What to do: Every entry must be repeated exactly. Exclude all pictures.

---- Records shown

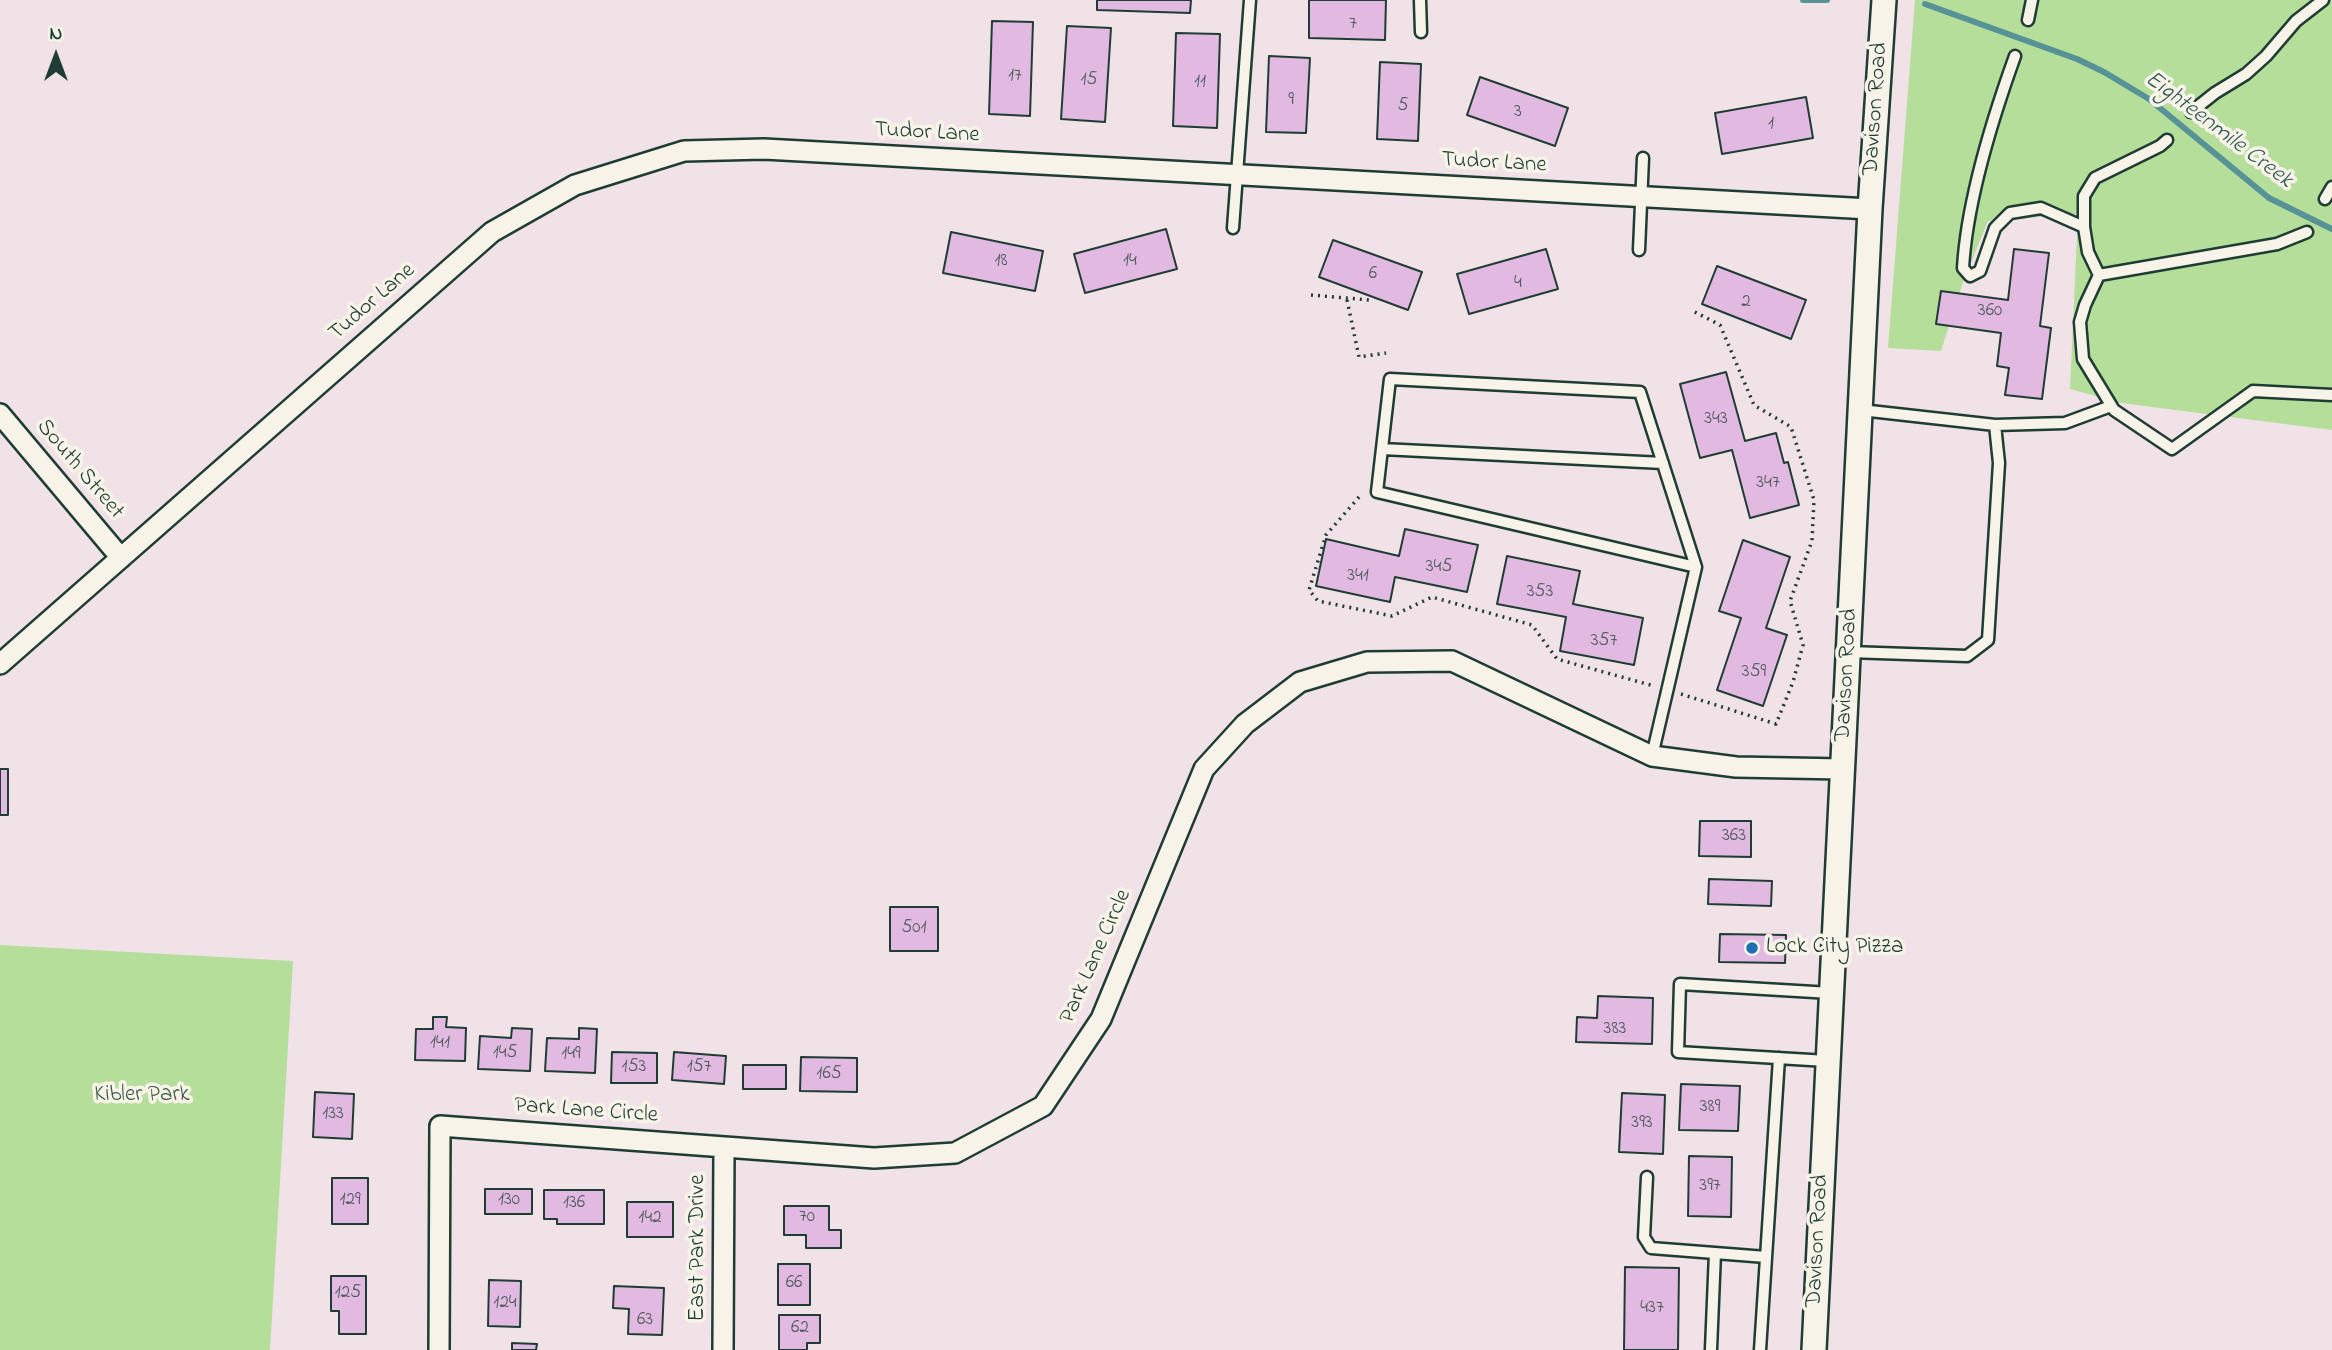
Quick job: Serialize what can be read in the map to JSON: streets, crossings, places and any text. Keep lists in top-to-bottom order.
{
  "streets": {
    "street": [
      "Davison Road",
      "Tudor Lane",
      "South Street",
      "Park Lane Circle",
      "East Park Drive"
    ]
  },
  "crossings": [
    ["Davison Road", "Tudor Lane"],
    ["Davison Road", "Park Lane Circle"],
    ["Tudor Lane", "South Street"],
    ["Park Lane Circle", "East Park Drive"]
  ],
  "water": ["Eighteenmile Creek"],
  "parks": ["Kibler Park"],
  "places": ["Lock City Pizza"],
  "house_numbers": [
    "7",
    "17",
    "15",
    "11",
    "9",
    "5",
    "3",
    "1",
    "18",
    "14",
    "6",
    "4",
    "2",
    "360",
    "343",
    "347",
    "345",
    "341",
    "353",
    "357",
    "359",
    "363",
    "501",
    "383",
    "141",
    "145",
    "149",
    "153",
    "157",
    "165",
    "389",
    "133",
    "393",
    "397",
    "129",
    "130",
    "136",
    "70",
    "142",
    "66",
    "125",
    "124",
    "437",
    "63",
    "62"
  ],
  "north": "top"
}
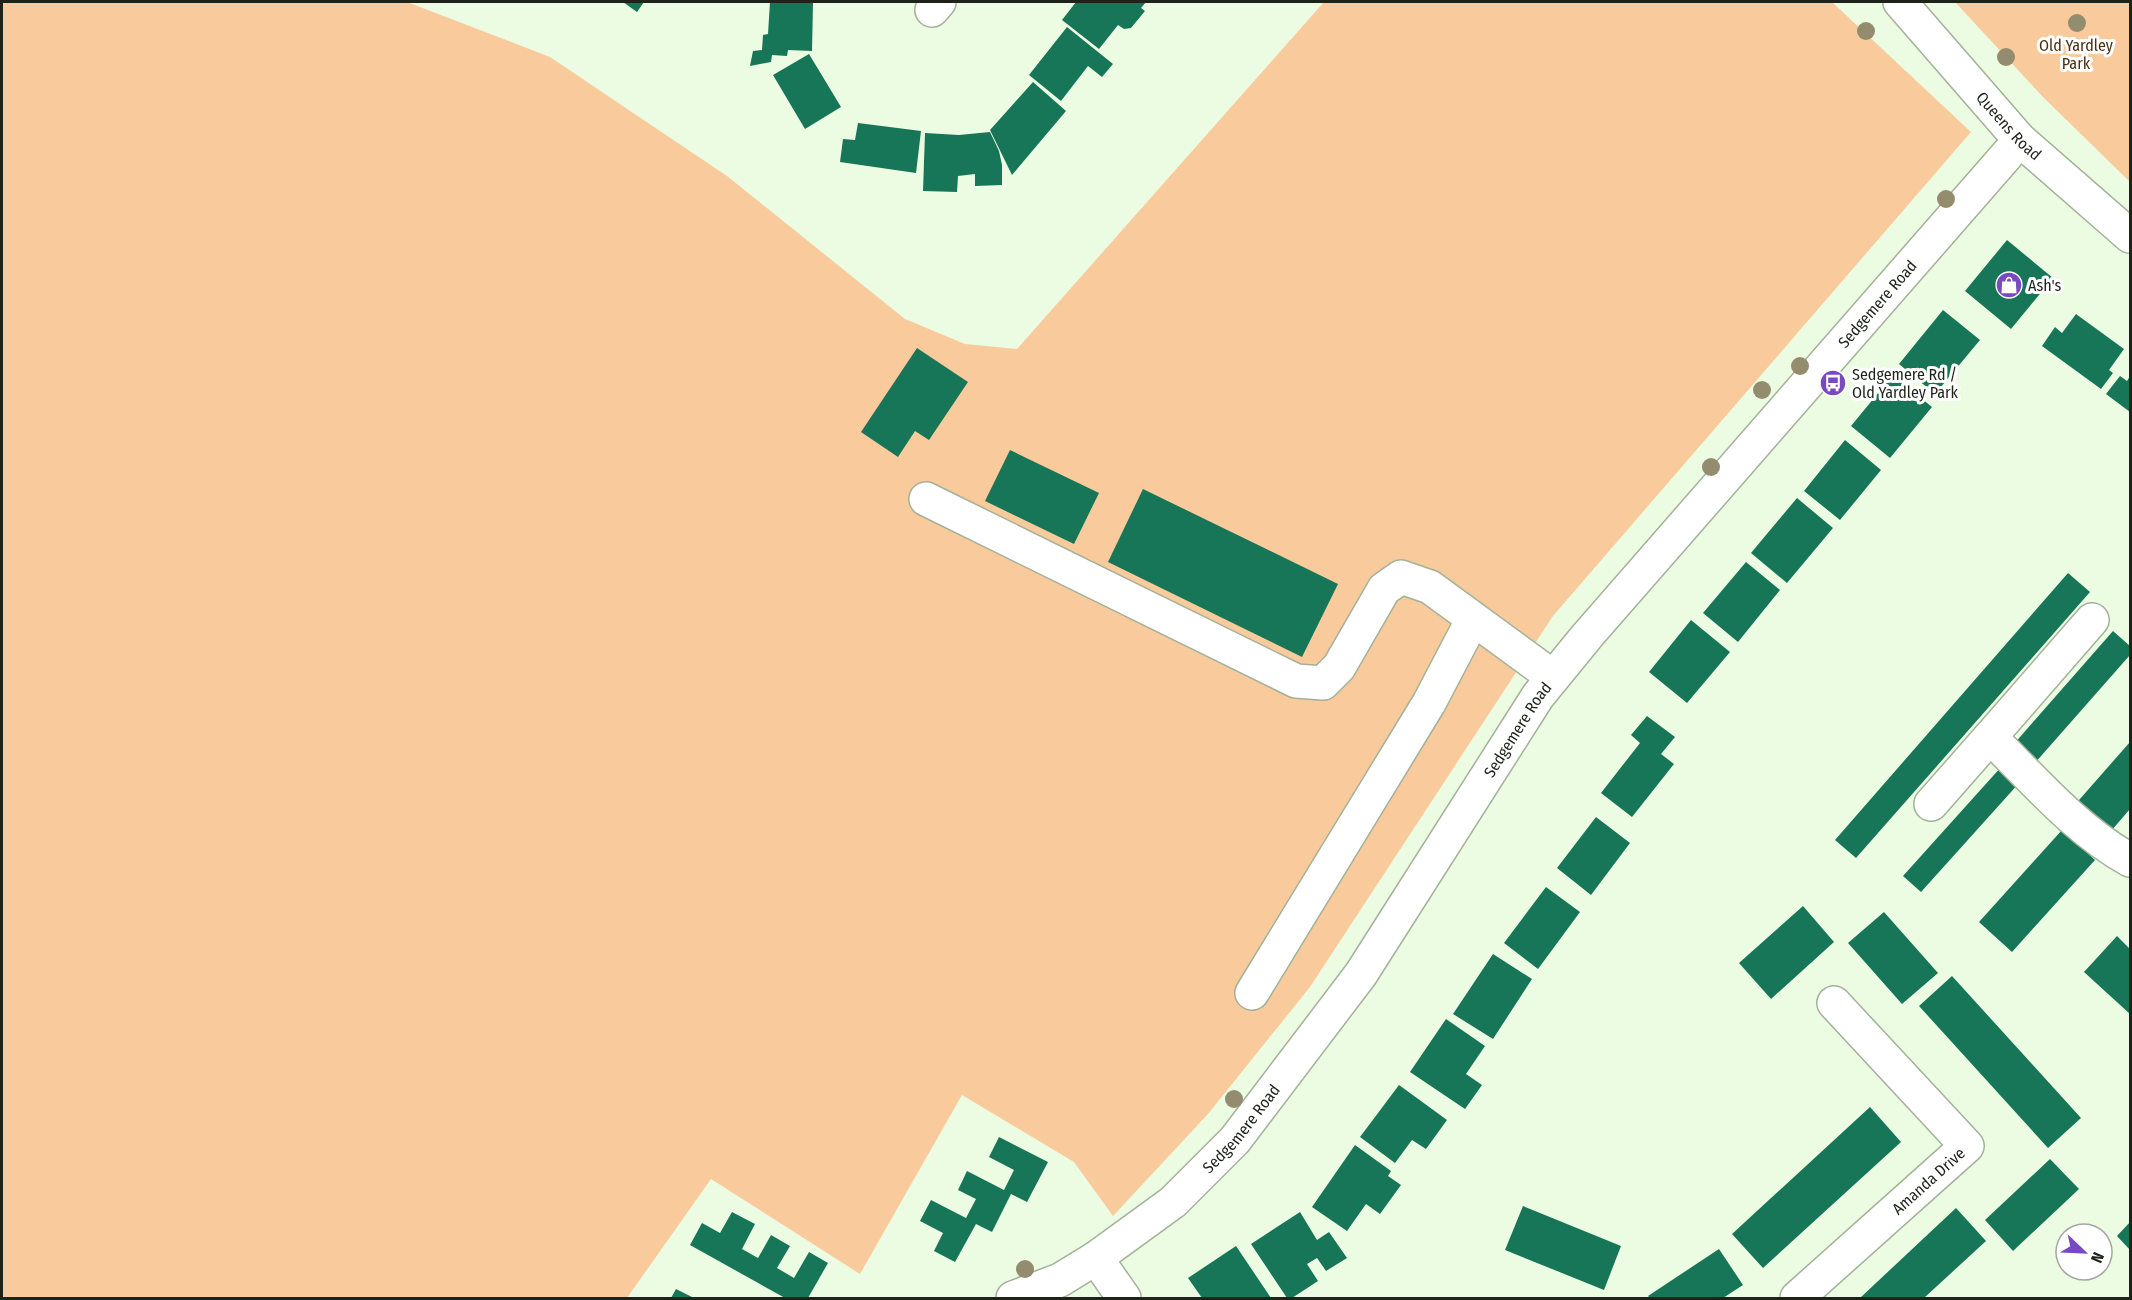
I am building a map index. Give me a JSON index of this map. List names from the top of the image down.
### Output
{
  "streets": {
    "street": ["Queens Road", "Sedgemere Road", "Amanda Drive"]
  },
  "crossings": [
    ["Queens Road", "Sedgemere Road"]
  ],
  "parks": ["Old Yardley Park"],
  "places": {
    "shop": ["Ash's"],
    "bus stop": ["Sedgemere Rd / Old Yardley Park"]
  },
  "north": "bottom right"
}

--------

Problem solution:
Quick job: Serialize what can be read in the map to JSON: streets, crossings, places and any text. Keep lists in top-to-bottom order.
{
  "streets": {
    "street": [
      "Davison Road",
      "Tudor Lane",
      "South Street",
      "Park Lane Circle",
      "East Park Drive"
    ]
  },
  "crossings": [
    ["Davison Road", "Tudor Lane"],
    ["Davison Road", "Park Lane Circle"],
    ["Tudor Lane", "South Street"],
    ["Park Lane Circle", "East Park Drive"]
  ],
  "water": ["Eighteenmile Creek"],
  "parks": ["Kibler Park"],
  "places": ["Lock City Pizza"],
  "house_numbers": [
    "7",
    "17",
    "15",
    "11",
    "9",
    "5",
    "3",
    "1",
    "18",
    "14",
    "6",
    "4",
    "2",
    "360",
    "343",
    "347",
    "345",
    "341",
    "353",
    "357",
    "359",
    "363",
    "501",
    "383",
    "141",
    "145",
    "149",
    "153",
    "157",
    "165",
    "389",
    "133",
    "393",
    "397",
    "129",
    "130",
    "136",
    "70",
    "142",
    "66",
    "125",
    "124",
    "437",
    "63",
    "62"
  ],
  "north": "top"
}
I am building a map index. Give me a JSON index of this map. List names from the top of the image down.
### Output
{
  "streets": {
    "street": ["Queens Road", "Sedgemere Road", "Amanda Drive"]
  },
  "crossings": [
    ["Queens Road", "Sedgemere Road"]
  ],
  "parks": ["Old Yardley Park"],
  "places": {
    "shop": ["Ash's"],
    "bus stop": ["Sedgemere Rd / Old Yardley Park"]
  },
  "north": "bottom right"
}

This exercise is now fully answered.